Based on past experience, Adalah expects that the majority of the CEC will approve some or all of the disqualification motions against the Arab parties and Ofer Cassif (Hadash), since the CEC is composed of the political parties that were represented in the previous Knesset. Most of these parties are right wing and hostile towards the rights of Palestinian citizens of Israel to equal political participation.


Are there other methods to exclude Arab parties and representatives from political participation?


Yes. For example, the "Expulsion Law", enacted in 2016, allows a majority of 90 Knesset members to oust a serving Knesset member on two grounds: 1) incitement to racism; and 2) support for armed struggle against Israel. The law was passed as an amendment to the Basic Law: The Knesset, specifically to target Arab MKs, due to their vocal opposition to Israeli government's policies. In May 2018, the Supreme Court rejected a petition filed against the law by Adalah, the Association for Civil Rights in Israel (ACRI), and MK Yousef Jabareen (Hadash/Jabha).


Other methods have also been used in recent years to restrict Arab MKs' political activities in a discriminatory manner.


In March 2018, the Knesset Ethics Committee barred MK Yousef Jabareen from participating in lectures in the United States sponsored by Jewish Voice for Peace (JVP), based on a new amendment to the Knesset's Code of Ethics that gives the committee the power to forbid an MK from traveling overseas if funding for the trip is provided by a body that knowingly publishes a call to boycott the State of Israel or participates in such a boycott.

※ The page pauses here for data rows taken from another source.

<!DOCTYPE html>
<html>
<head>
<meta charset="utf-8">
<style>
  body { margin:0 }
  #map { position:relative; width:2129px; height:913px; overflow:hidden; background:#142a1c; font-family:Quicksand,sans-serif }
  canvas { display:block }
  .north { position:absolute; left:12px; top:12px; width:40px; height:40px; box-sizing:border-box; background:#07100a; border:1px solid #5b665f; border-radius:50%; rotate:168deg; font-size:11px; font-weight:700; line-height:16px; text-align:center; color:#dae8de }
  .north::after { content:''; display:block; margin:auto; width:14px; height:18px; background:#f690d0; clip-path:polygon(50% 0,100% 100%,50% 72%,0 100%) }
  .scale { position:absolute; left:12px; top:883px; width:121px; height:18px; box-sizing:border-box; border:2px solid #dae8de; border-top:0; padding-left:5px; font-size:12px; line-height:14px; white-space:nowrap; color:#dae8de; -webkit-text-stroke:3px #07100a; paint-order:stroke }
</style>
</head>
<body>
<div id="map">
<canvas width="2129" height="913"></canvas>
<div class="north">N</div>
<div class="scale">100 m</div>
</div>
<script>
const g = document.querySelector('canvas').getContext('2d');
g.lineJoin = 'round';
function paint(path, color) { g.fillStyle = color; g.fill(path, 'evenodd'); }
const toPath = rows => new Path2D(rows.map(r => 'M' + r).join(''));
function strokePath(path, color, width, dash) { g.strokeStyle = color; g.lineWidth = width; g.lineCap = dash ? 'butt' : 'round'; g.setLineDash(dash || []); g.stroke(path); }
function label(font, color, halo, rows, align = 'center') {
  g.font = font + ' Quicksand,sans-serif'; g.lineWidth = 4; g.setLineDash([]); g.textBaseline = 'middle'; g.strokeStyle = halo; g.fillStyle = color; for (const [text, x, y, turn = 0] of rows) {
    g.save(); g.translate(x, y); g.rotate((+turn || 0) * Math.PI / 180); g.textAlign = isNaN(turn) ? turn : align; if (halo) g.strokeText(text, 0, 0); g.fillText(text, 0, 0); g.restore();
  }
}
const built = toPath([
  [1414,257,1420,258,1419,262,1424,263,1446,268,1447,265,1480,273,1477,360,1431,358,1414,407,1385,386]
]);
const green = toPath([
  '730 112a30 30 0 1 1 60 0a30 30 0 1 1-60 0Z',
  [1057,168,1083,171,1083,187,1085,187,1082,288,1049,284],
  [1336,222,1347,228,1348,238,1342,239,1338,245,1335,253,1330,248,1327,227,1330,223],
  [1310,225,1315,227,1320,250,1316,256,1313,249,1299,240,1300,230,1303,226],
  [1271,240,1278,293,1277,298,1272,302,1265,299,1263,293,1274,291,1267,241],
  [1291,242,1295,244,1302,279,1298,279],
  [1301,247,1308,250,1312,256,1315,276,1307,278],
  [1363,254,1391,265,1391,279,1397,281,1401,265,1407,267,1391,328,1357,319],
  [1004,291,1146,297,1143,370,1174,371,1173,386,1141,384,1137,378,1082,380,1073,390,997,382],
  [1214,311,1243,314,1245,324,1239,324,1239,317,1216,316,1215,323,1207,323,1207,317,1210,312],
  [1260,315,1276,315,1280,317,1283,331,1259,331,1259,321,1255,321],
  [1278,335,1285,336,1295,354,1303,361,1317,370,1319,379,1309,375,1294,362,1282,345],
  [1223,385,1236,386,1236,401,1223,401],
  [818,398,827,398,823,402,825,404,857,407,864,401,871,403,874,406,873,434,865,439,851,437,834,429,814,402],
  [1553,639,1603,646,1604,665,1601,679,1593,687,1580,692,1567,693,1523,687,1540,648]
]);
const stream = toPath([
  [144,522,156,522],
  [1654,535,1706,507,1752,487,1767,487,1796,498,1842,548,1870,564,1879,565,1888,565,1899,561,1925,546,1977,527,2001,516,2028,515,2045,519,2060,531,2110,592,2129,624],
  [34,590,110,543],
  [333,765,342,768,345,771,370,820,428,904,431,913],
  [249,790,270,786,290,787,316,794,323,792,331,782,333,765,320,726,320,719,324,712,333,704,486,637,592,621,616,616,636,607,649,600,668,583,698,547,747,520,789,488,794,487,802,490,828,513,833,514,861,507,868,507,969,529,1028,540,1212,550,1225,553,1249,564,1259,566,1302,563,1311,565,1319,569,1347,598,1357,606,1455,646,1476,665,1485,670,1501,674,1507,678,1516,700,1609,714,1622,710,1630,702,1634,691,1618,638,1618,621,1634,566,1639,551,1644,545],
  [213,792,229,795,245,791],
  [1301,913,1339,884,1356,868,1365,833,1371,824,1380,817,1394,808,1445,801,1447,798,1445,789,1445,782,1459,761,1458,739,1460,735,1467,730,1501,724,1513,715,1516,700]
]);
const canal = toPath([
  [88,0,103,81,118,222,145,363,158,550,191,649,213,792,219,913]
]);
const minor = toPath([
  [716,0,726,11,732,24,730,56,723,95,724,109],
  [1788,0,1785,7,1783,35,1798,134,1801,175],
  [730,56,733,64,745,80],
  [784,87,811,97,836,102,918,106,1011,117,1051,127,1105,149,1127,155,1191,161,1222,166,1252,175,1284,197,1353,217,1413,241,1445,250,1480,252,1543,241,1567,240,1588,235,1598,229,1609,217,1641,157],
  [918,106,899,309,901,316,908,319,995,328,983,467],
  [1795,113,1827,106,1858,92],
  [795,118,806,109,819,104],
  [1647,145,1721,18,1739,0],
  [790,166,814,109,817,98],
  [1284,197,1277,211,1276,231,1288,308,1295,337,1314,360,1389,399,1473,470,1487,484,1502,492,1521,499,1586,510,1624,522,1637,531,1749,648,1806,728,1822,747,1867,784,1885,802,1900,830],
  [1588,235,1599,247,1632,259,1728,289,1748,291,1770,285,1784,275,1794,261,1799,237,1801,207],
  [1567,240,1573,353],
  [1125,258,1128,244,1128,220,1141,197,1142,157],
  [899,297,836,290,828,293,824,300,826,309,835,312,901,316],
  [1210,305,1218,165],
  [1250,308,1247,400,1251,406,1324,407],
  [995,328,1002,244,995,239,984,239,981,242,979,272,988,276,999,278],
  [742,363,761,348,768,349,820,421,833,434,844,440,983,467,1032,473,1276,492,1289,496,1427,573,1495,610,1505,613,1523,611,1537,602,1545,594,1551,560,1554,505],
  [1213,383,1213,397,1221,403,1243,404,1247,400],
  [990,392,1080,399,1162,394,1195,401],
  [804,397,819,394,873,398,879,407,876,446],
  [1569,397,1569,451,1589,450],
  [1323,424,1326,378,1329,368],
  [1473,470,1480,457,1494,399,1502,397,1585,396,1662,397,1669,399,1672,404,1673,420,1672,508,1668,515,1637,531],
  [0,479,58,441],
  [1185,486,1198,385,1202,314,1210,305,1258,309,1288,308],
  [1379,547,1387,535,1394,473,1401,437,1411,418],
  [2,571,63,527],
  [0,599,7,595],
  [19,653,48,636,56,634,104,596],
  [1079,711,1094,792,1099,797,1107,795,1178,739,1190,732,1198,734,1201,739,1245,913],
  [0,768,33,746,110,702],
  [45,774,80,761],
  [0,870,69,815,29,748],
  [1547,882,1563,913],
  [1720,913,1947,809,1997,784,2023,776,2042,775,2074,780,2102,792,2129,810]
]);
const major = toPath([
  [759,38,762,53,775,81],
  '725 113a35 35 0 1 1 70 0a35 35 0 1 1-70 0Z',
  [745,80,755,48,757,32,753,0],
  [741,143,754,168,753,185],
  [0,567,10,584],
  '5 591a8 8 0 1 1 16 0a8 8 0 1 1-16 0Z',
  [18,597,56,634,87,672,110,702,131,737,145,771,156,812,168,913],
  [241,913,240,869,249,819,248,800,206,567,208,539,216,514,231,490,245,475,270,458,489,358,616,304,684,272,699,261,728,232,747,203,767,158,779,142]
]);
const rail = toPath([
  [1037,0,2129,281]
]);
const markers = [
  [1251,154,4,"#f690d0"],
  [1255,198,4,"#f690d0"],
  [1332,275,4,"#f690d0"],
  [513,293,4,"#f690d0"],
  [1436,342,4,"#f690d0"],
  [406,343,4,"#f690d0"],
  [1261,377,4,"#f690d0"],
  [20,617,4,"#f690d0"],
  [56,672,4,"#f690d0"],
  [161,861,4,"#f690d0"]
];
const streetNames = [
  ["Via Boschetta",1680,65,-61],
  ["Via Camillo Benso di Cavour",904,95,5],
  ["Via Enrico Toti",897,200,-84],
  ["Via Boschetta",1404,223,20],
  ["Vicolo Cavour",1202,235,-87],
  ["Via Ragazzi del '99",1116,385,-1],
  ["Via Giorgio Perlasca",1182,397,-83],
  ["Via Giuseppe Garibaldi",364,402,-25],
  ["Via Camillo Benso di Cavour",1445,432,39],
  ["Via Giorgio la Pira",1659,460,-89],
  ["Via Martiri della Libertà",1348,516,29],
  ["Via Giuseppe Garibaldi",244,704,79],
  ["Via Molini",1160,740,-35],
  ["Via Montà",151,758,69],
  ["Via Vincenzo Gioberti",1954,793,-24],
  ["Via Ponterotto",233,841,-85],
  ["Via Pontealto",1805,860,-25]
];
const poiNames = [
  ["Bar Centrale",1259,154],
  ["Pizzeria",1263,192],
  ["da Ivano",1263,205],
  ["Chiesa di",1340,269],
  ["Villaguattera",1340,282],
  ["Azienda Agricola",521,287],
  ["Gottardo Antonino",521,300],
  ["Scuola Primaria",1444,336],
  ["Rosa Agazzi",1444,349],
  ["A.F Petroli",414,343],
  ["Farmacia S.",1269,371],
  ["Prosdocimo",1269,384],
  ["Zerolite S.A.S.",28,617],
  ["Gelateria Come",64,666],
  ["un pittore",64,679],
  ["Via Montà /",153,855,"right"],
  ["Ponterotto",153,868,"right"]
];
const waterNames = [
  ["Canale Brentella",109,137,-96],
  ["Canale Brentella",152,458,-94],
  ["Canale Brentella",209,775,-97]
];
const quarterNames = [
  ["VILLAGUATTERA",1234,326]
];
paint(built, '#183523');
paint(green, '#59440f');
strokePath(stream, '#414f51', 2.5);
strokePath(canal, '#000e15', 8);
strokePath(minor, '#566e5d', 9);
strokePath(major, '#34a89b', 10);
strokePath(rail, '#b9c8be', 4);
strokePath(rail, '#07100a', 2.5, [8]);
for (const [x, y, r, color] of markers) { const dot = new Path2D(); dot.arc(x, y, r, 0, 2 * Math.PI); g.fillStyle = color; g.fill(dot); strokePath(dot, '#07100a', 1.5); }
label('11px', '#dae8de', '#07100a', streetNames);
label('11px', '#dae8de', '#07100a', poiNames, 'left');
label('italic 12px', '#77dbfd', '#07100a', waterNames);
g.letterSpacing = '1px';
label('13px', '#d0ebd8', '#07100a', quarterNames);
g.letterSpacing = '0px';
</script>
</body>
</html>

A petition filed by Adalah and MK Jabareen to cancel the committee's decision is currently pending before the Supreme Court.


The Ethics Committee has also used its authority on several occasions to suspend Arab Knesset members from parliamentary meetings due to their political speech. For example, in 2014, the Supreme Court rejected a petition submitted by Adalah and ACRI on behalf of Arab MK Haneen Zoabi (Balad/ Tajammu') against the Committee's decision to suspend MK Zoabi from all parliamentary meetings for six months, based on statements that she made during the Israeli military's "Operation Brother's Keeper" in the occupied West Bank.


In June 2018, the Knesset Presidium refused to allow the submission of a bill proposed by Balad/Tajammu' MKs which would declare Israel a "state of all its citizens", based on the claim that Israel is a Jewish state. The bill was initiated in response to the advancement of the Jewish Nation-State Law, which was passed by the Knesset in July 2018. In December 2018, the Supreme Court dismissed a petition filed by Adalah on behalf of the Balad/Tajammu' MKs to cancel the Presidium's decision; in doing so, the Court refused to even allow a discussion of equal rights and a state for all it citizens in the Knesset.


Important dates regarding disqualification motions


  • 28 February: Deadline for submitting disqualification motions to CEC.
  • 4 March: Deadline for submitting responses to disqualification motions.
  • 6 March: Hearings in the CEC on the disqualification motions
  • 10 March: CEC deadline to decide on disqualification motions.
  • 12 March: Deadline to appeal to Supreme Court on CEC decisions.
  • 17 March: Deadline for Supreme Court rulings in appeals on CEC decisions.


Historical background on Palestinian participation in Knesset elections


Palestinian citizens of Israel have run in every election and been elected to every Knesset since the first Knesset elections in 1949. One Arab party, the Democratic List of Nazareth, won enough seats to cross the basic threshold in 1949, taking two seats. Until the 1960s, all Arab parties in the Knesset were affiliated with Mapai, the ruling party, a forerunner of the Labor party, which did not accept Arab members itself.


In 1965, an independent Arab list attempted to run for Knesset elections, with the Al-Ard movement forming the United Arab List. However, the Supreme Court banned the list in the Yardor case on the ground that it "den[ied] the integrity of the State of Israel and its very existence." This decision was arbitrary as it was not based on any evidence or any law; it predated the enactment of Article 7A of the Basic Law: The Knesset.